When the argument is shifted from the basic illegality and intolerability of the occupation to an argument over numbers in which Palestinians seem to overstate their case, Israel has created more room to continue the occupation.
It also has to be recognised that the sealing of Gaza has occurred with the complicity of Egypt. While Israel remains the de jure occupying power of the Gaza Strip, the Gaza-Egypt border has remained closed or open depending on the wishes of the Egyptian government – something Israeli officials regularly point out, and millions of protesters against Hosni Mubarak, the Egyptian president, across the Arab world affirm.
Egypt allowed the crossing to remain open for several days when Hamas blew up part of the wall in January 2008. It has since kept it largely sealed despite the dire humanitarian situation, putting its relationship with Israel – and more importantly, with the US – ahead of the welfare of Gaza’s 1.5 million residents.
Indeed, the collusion of Israel’s neighbour, Egypt, and its biggest patron, the US, in ghettoizing Gaza creates a triangular network of responsibility that has no parallel with the Nazi control over Warsaw, and Poland more broadly.
The second and more important reason for developing a more accurate historical model for Gaza is that comparing Gaza and the Warsaw Ghetto diminishes Palestinian agency.
If Gaza is today’s Warsaw, then Palestinians have no hope. There is no solution, no new strategies worth considering besides nihilistic violence that invites a far more deadly response.
Such a view, which has long characterised Hamas’s worldview, limits if not closes the horizons of political action by Palestinians, making it harder to come up with more creative strategies to resist and even transcend the occupation.
Ultimately, it creates a self-fulfilling prophecy, as the inertia of hopeless violence produces ever more intense responses.
Politicide, not genocide
After visiting Gaza in 2003, Oona King, a Jewish British politician, compared Gaza and Warsaw, explaining that they are “the same in nature but not extent”.
However, it is impossible to separate the extent of Nazi policies in and surrounding the Warsaw Ghetto from the nature of the ghetto, since each determined and reinforced the other.
The Warsaw Ghetto was essentially a holding pen for livestock headed for slaughter.
The Gaza ghetto is a “concentration camp” – as Cardinal Renato Martino, the Vatican’s justice and peace minister, termed it – intended to force Palestinians to accept a rump state with a few trappings of sovereignty, bisected by huge Jewish settlement blocs, severed from East Jerusalem, and without hope for returning anything but a miniscule percentage of refugees to their homeland.
This intolerable situation was labelled by the late Israeli sociologist Baruch Kimmerling as politicide.
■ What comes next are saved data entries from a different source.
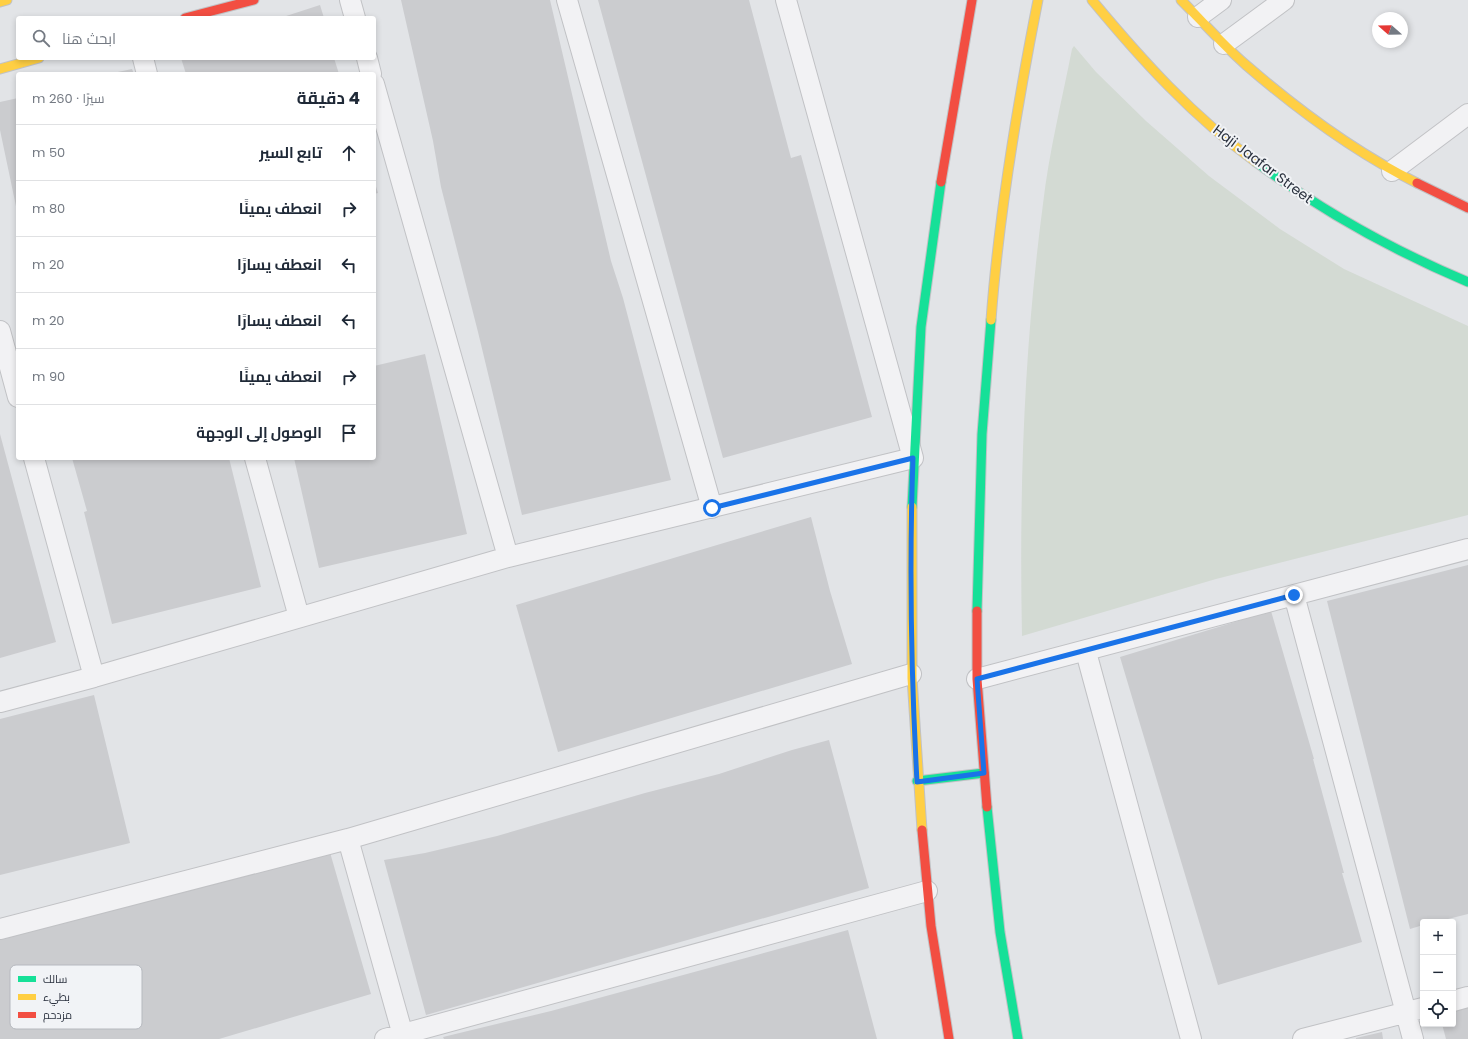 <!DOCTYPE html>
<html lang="ar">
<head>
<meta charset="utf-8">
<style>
	:root { --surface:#fff; --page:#f6f6f7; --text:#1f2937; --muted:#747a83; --line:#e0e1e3 }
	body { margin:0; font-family:Poppins,Cairo,sans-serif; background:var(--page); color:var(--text); direction:rtl }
	.controls { position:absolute; right:12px; bottom:12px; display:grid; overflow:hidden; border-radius:4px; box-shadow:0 2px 6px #0003 }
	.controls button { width:36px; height:36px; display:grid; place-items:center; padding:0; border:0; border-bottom:1px solid var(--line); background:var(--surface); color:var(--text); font:20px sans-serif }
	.compass { position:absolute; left:1372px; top:12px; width:36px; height:36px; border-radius:50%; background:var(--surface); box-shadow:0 2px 6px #0003; rotate:290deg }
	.stop { position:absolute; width:12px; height:12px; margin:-9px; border:3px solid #1a73e8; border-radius:50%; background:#fff }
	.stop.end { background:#1a73e8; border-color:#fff; box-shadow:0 1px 4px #0008 }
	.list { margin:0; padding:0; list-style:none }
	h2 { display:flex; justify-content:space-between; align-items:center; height:52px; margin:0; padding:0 16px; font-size:17px }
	h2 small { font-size:13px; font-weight:400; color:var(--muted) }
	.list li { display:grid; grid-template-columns:26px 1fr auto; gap:12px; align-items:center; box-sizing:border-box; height:56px; padding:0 16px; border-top:1px solid var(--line) }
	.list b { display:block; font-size:15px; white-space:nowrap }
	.list em { font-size:13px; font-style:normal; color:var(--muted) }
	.icon { flex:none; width:22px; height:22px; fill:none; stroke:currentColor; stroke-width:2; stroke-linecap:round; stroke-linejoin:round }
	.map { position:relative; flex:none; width:1468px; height:1039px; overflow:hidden; direction:ltr }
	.search { position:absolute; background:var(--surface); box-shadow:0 2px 6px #0003; left:16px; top:16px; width:360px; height:44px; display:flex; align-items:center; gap:10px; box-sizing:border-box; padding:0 14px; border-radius:4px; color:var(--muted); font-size:15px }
	.panel { position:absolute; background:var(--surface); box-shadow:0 2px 6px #0003; left:16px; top:72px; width:360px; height:388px; border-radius:4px; direction:rtl }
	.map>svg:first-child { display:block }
</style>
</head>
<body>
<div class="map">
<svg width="1468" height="1039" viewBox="0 0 1468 1039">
	<rect width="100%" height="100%" fill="#e2e4e7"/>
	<path fill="#d3dad3" d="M1074,46L1096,72L1146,121L1209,176L1280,229L1344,269L1468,326V515L1216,579L1022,636C1019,491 1024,347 1043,204C1049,152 1062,100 1072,49Z"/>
	<path fill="#cbcccf" d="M401,0H550L611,261L623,298L671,480L522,515L478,332L441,187L433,141Z
		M598,0H749L791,158L801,155L872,417L723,458Z
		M320,5L324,18H280Z
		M181,58H334L339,74H186Z
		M132,69L134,74H113V73Z
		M18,98V211H17L0,130V102Z
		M374,180L378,193L374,194Z
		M425,354L467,534L319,568L294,458H374V366Z
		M0,434L56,642L0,658Z
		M72,458H229L261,587L112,624L84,512L87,511Z
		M811,517L830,591L852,664L558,752L516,605Z
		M1468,565V914L1436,922H1423V925L1410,929L1327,601Z
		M1271,611L1314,759H1313L1344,873H1342L1362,942L1218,985L1120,657Z
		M94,695L130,843L0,875V719Z
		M829,740L869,888L426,1015L384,860L425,853L497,836L645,793L719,774L792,750Z
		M329,849L371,994L219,1039H0V939L34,931Z
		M848,930L877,1039H444L443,1037L551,1011Z
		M1468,1004V1039H1446L1442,1024H1453V1008Z
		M1382,1032L1383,1039H1356V1038Z"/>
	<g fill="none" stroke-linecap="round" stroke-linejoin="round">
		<defs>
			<path id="street" d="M350,0L355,18
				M567,0L712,508
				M1198,17L1221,0
				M1224,44L1284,0
				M143,58L147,74
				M367,58L371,74
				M374,84L508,557
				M1392,171L1468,114
				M0,331L18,397
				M34,458L94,677
				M255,458L299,617
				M1294,595L1413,1039
				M1086,652L1191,1039
				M977,679L1468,549
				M0,702L94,677L508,557L913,458L786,0
				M348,839L404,1039
				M0,929L348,839L911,674
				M1453,1001L1468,997
				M385,1039L927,891
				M1303,1039L1423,1008"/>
			<path id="fast" d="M1256,162C1322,211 1392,250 1468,282
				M912,507L921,327L941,182
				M977,611L982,434L991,320
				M917,781L984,773
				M987,807L1000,932L1018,1039"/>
			<path id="slow" d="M1092,0C1141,59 1193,117 1256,162
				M1181,0C1202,21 1223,45 1246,65C1298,110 1354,152 1417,183
				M0,2L7,0
				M0,69L39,58
				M991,320C999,212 1017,106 1038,0
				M912,507V678L922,830"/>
			<path id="jam" d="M185,18L254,0
				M941,182L972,0
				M1417,183L1468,208
				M977,611V679L987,807
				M922,830L931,926L949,1039"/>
		</defs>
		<use href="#street" stroke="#c1c2c5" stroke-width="22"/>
		<use href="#fast" stroke="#c1c2c5" stroke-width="11"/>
		<use href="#slow" stroke="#c1c2c5" stroke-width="11"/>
		<use href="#jam" stroke="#c1c2c5" stroke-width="11"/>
		<use href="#street" stroke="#f2f2f4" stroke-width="20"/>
		<use href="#fast" stroke="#16e098" stroke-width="9"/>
		<use href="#slow" stroke="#ffcf43" stroke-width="9"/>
		<use href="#jam" stroke="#f24e42" stroke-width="9"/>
	</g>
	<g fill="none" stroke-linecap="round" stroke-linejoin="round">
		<path stroke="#1a73e8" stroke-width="5" d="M712,508L913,458C909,567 911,672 917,782L984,773L977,679L1294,595"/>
	</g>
	<g text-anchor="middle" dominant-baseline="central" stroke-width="4" stroke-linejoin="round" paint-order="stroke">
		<g font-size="14" fill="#2b323f" stroke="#f1f3f6">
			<text transform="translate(1263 164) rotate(37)">Haji Jaafar Street</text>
		</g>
	</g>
	<rect x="10" y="965" width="132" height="64" rx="6" fill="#f1f3f6" stroke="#b6b9bf" stroke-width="1"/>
	<rect x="18" y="976" width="18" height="6" fill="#16e098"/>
	<rect x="18" y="994" width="18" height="6" fill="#ffcf43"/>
	<rect x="18" y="1012" width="18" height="6" fill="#f24e42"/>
	<g font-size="11" fill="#2b323f">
		<text x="43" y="983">سالك</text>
		<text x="43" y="1001">بطيء</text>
		<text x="43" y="1019">مزدحم</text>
	</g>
</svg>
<div class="controls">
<button>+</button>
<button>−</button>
<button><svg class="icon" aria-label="locate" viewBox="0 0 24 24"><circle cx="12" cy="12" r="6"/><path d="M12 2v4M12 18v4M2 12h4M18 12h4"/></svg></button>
</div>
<svg class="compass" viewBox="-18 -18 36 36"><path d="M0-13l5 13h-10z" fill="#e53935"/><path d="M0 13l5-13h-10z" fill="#747a83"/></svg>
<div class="stop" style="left:712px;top:508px"></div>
<div class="stop end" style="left:1294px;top:595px"></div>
<div class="search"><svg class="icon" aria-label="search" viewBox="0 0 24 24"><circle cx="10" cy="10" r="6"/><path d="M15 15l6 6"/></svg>ابحث هنا</div>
<section class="panel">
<h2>4 دقيقة<small>سيرًا · 260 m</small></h2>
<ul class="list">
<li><svg class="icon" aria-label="ahead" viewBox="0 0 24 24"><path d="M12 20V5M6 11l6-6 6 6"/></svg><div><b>تابع السير</b></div><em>50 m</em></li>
<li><svg class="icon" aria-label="right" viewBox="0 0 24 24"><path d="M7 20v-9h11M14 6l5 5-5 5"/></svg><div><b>انعطف يمينًا</b></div><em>80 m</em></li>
<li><svg class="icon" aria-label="left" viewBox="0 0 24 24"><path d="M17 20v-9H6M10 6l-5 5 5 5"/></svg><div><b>انعطف يسارًا</b></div><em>20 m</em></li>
<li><svg class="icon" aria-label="left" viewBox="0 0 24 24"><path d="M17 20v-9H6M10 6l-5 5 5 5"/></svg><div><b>انعطف يسارًا</b></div><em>20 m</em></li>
<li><svg class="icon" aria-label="right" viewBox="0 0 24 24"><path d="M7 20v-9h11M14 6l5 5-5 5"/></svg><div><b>انعطف يمينًا</b></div><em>90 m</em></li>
<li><svg class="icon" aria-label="arrive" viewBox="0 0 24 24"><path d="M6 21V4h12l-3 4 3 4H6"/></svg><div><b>الوصول إلى الوجهة</b></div></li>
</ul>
</section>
</div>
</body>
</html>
Its goal is clearly to make the creation of a viable Palestinian state all but impossible to achieve.
But Gaza in 2009 is not Warsaw in 1943. It is worth remembering that the Jewish uprising did little if anything to stop the Holocaust.
The Gaza ghetto has its own historical roots and therefore the possibility of a different trajectory and, hopefully, a more positive denouement than did Warsaw.
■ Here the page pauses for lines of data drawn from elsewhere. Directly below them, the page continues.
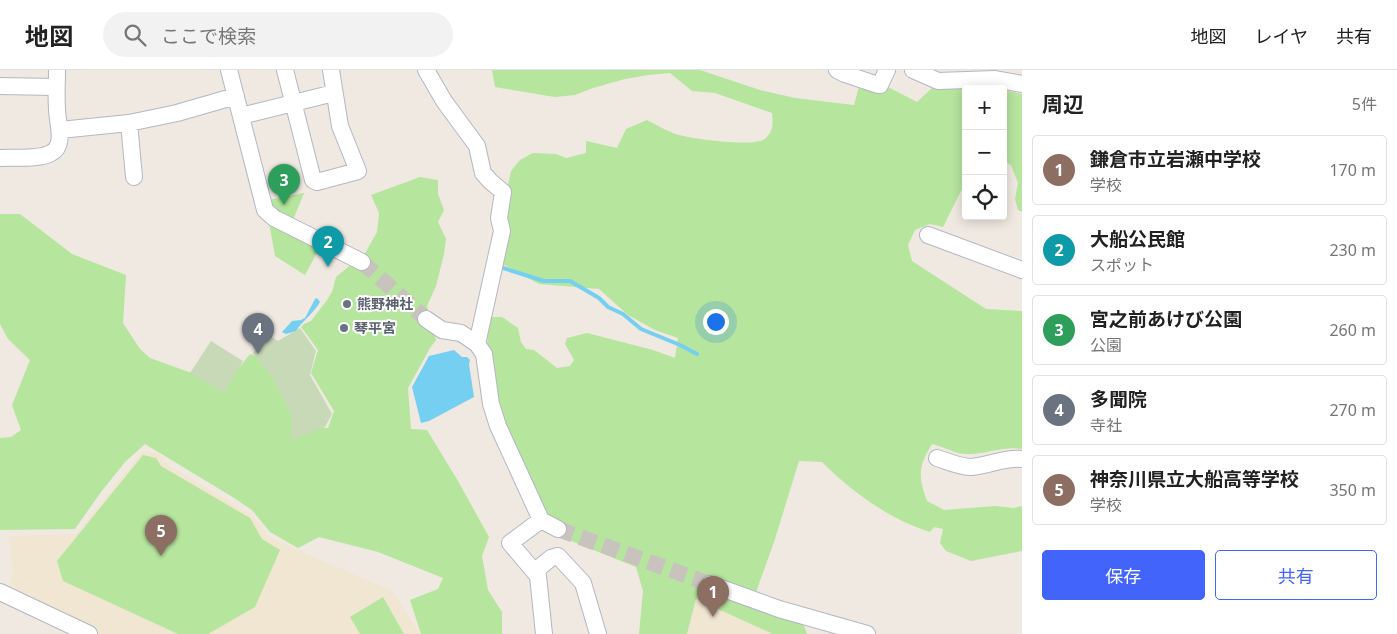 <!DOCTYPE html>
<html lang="ja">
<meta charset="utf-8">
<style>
:root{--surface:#fff;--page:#f2f2f2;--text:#222;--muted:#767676;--line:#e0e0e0;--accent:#4264fb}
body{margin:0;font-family:"Noto Sans","Noto Sans JP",sans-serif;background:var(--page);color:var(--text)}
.controls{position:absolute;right:15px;top:15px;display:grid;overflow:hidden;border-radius:5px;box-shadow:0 2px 12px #0003}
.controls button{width:45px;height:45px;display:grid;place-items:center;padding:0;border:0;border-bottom:1px solid var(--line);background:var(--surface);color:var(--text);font:25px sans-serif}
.you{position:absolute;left:715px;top:251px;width:18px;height:18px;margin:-12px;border:4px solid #fff;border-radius:50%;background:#1a73e8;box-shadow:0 0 0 8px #1a73e833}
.badge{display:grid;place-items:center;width:32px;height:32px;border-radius:50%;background:var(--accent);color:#fff;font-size:16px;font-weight:700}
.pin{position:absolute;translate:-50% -41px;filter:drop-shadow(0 1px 2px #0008)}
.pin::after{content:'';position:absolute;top:26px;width:18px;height:15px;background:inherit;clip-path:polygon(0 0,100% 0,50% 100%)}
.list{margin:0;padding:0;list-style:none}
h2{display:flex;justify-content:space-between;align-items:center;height:65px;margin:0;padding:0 20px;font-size:21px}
h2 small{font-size:16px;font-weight:400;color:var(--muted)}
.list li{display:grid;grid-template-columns:32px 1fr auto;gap:15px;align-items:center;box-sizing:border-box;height:70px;margin:0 10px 10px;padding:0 10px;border:1px solid var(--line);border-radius:5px}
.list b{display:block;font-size:19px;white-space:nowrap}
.list p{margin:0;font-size:16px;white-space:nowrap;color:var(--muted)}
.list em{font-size:16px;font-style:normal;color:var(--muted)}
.actions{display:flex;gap:10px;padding:15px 20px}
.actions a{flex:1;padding:11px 0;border:1px solid var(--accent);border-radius:5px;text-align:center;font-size:18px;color:var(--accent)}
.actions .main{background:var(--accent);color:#fff}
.icon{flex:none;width:28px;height:28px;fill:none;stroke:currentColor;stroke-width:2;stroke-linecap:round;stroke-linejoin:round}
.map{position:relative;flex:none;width:1022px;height:564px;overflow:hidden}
header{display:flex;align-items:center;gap:30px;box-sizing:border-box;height:70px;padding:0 25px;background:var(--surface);border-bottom:1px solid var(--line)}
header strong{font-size:24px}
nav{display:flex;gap:28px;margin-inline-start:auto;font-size:18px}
.search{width:350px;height:45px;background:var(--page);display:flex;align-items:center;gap:12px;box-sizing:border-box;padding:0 18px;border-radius:28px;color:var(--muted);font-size:19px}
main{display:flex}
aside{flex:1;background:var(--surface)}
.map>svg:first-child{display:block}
</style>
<header>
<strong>地図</strong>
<div class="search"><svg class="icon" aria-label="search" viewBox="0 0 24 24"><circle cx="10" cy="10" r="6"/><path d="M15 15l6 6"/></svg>ここで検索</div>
<nav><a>地図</a><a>レイヤ</a><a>共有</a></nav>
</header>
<main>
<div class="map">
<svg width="1022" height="564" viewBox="0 0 1022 564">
<rect width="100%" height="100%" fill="#efe9e1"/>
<!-- education -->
<path fill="#f0e6d1" d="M 143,381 L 159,383 L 167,394 L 252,445 L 270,468 L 392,521 L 420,564 L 78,564 L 5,528 L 13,504 L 9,466 L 76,464 Z
M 696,529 L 773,564 L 687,564 Z"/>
<!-- green -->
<path fill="#b6e59e" d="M 492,0 L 700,0 L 760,20 L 795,28 L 854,35 L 859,16 L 884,15 L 917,32 L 932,18 L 999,19 L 966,19 L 966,111 L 943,157 L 930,154 L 915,160 L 908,175 L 912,191 L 986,239 L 1022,241 L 1022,379 C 1004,376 987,384 970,384 C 956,385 945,377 932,374 C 918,397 918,406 927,431 L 944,440 L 995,436 L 1014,438 L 1022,436 L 1022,481 L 971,491 L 946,481 L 940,473 L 943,459 L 934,457 L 930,462 C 889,449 852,422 822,392 L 799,391 L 775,469 L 755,525 L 803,553 L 807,564 L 773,564 L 696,529 L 687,564 L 639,564 L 643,521 L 636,497 L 546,461 L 501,351 L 487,274 L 490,247 L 502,247 L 518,258 L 521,272 L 526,279 L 534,280 L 557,298 L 570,296 L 574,290 L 565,274 L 567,268 L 587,263 L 653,280 L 675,288 L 678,268 L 655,260 L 628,245 L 599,219 L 539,214 L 497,191 L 502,143 L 511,101 L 520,90 L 533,83 L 556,84 L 566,88 L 586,83 L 586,71 L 617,78 L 626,59 L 647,50 C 657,55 668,62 679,65 C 694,69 756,78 766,68 C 774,60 773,52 772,43 L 715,23 L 692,21 L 670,3 L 648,5 L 625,9 L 593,18 L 575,25 L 555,27 L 495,17 Z
M 1003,20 L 1022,24 L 1022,142 L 1018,140 L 1015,129 L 1018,113 L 1011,95 L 1003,91 Z
M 420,107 L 438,110 L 438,124 L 444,140 L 438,152 L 446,169 L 444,184 L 436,216 L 427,236 L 436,270 L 430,278 L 408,318 L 411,359 L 427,360 L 458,411 L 489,467 L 482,486 L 488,520 L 502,542 L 502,564 L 421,564 L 410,530 L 438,519 L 443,508 L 378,482 L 319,467 L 298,478 L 270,462 L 252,440 L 231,426 L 145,374 L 125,392 L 101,422 L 75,459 L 0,460 L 0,368 L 11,367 L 21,360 L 12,335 L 30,290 L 8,269 L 0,254 L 0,144 L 20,144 L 72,184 L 126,205 L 123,253 L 140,279 L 150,288 L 225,315 L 250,284 L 262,288 L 307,357 L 328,358 L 334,341 L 311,303 L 318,280 L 301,257 L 304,254 L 311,251 L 327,230 L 332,222 L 336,207 L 353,193 L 362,188 L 367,180 L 377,162 L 379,143 L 371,125 Z
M 304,123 L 293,150 L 270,139 L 268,130 Z
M 269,153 L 320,177 L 305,205 L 275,186 Z
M 143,385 L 156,388 L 161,396 L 250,448 L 262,469 L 280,480 L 255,537 L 208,564 L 178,564 L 63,511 L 57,491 Z
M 383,527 L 404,564 L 360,564 L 350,547 Z"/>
<!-- cemetery -->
<path fill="#c8d9b8" d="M 300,258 L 316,281 L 310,305 L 332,344 L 325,357 L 291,370 L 292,346 L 271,305 L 253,283 L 265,263 L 278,271 Z
M 211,271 L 243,291 L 224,323 L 190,303 Z"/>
<!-- water -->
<path fill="#75cff0" d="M 317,228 L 320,232 C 313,244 303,250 296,261 L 286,264 L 282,262 L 292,251 L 301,250 L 305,248 L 315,229 Z
M 454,280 L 462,287 L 467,287 L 470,290 L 469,294 L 474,327 L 429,351 L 421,353 L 412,317 L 429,286 Z"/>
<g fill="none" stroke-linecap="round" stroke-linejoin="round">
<!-- stream -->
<path stroke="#75cff0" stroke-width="4" d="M 500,197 L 544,211 L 570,211 L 599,228 L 608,237 L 623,244 L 641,259 L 680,275 L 697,284"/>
<!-- minor-tunnel -->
<path stroke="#c8c4bd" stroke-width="16" stroke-dasharray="16 8" stroke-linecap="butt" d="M 362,192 L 426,249
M 558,459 L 710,514"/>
<!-- minor casing -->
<g stroke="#b4b7c1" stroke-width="18">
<path id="minor" d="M 229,0 L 265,140 L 274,148 L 362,192
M 285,0 L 313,110 L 317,112 L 358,101 L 340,56 L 331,0
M 426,0 L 444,31 L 477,76 L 483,103 L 490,111 L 503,122 L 499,148 L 502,161 L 477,274
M 837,0 L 845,4 L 878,15 L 880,15 L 887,0
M 913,0 L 938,11 L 995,9 L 1022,14
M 0,16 L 56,17
M 241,46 L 334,23
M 129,53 L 134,107
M 60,60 L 129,53 L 177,43 L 236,26
M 0,88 C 14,87 39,90 51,83 C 66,76 57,52 57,39 C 56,26 57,13 57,0
M 928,165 L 1022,200
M 426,249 L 442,260 L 461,263 L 477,274 L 484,284 L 491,334 L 498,356 L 541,450 L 558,459
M 937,388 C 947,391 960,397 971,397 C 989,396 1004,387 1022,389
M 541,450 L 510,473 L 538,506 L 544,564
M 535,501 L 551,488 L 558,486 L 583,513 L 598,564
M 710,514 L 779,539 L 867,564
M 0,522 L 89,564"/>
</g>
<!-- minor -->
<use href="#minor" stroke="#fff" stroke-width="16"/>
</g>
<!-- markers -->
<g fill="#6b7280" stroke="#fff" stroke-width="2">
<circle cx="347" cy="234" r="5"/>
<circle cx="344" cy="258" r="5"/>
</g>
<g text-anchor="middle" stroke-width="4" stroke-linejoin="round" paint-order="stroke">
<!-- worship labels -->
<g font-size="14" font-weight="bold" fill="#5b616d" stroke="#fff" text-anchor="start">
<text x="357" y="239">熊野神社</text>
<text x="354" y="263">琴平宮</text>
</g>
</g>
</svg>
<div class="controls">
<button>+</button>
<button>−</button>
<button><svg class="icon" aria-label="locate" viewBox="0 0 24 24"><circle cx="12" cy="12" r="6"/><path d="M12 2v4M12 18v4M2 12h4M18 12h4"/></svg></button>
</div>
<div class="you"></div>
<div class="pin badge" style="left:713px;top:547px;background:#8d6e63">1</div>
<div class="pin badge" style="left:328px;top:197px;background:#0f9aa8">2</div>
<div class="pin badge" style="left:284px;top:135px;background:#2e9e5b">3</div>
<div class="pin badge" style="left:258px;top:284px;background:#6b7280">4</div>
<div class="pin badge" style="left:161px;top:486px;background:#8d6e63">5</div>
</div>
<aside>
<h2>周辺<small>5件</small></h2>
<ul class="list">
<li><span class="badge" style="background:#8d6e63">1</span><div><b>鎌倉市立岩瀬中学校</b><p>学校</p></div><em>170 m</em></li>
<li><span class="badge" style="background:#0f9aa8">2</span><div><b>大船公民館</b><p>スポット</p></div><em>230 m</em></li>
<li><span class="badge" style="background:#2e9e5b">3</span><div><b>宮之前あけび公園</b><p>公園</p></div><em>260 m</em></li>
<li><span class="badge" style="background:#6b7280">4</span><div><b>多聞院</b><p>寺社</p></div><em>270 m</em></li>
<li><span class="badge" style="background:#8d6e63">5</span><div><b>神奈川県立大船高等学校</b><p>学校</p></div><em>350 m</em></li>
</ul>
<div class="actions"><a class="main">保存</a><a>共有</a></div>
</aside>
</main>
Only with a clear and objective understanding of the roots, nature and purpose of the Gaza ghetto, and of the ongoing occupation of the West Bank and Gaza more broadly, can a different and more positive ending to the Palestinian – and Israeli – narratives be written.
Mark LeVine is a professor of Middle East history at the University of California, Irvine, and is the author of Heavy Metal Islam: Rock, Resistance, and the Struggle for the Soul of Islam and the soon to be published An Impossible Peace: Israel/Palestine Since 1989.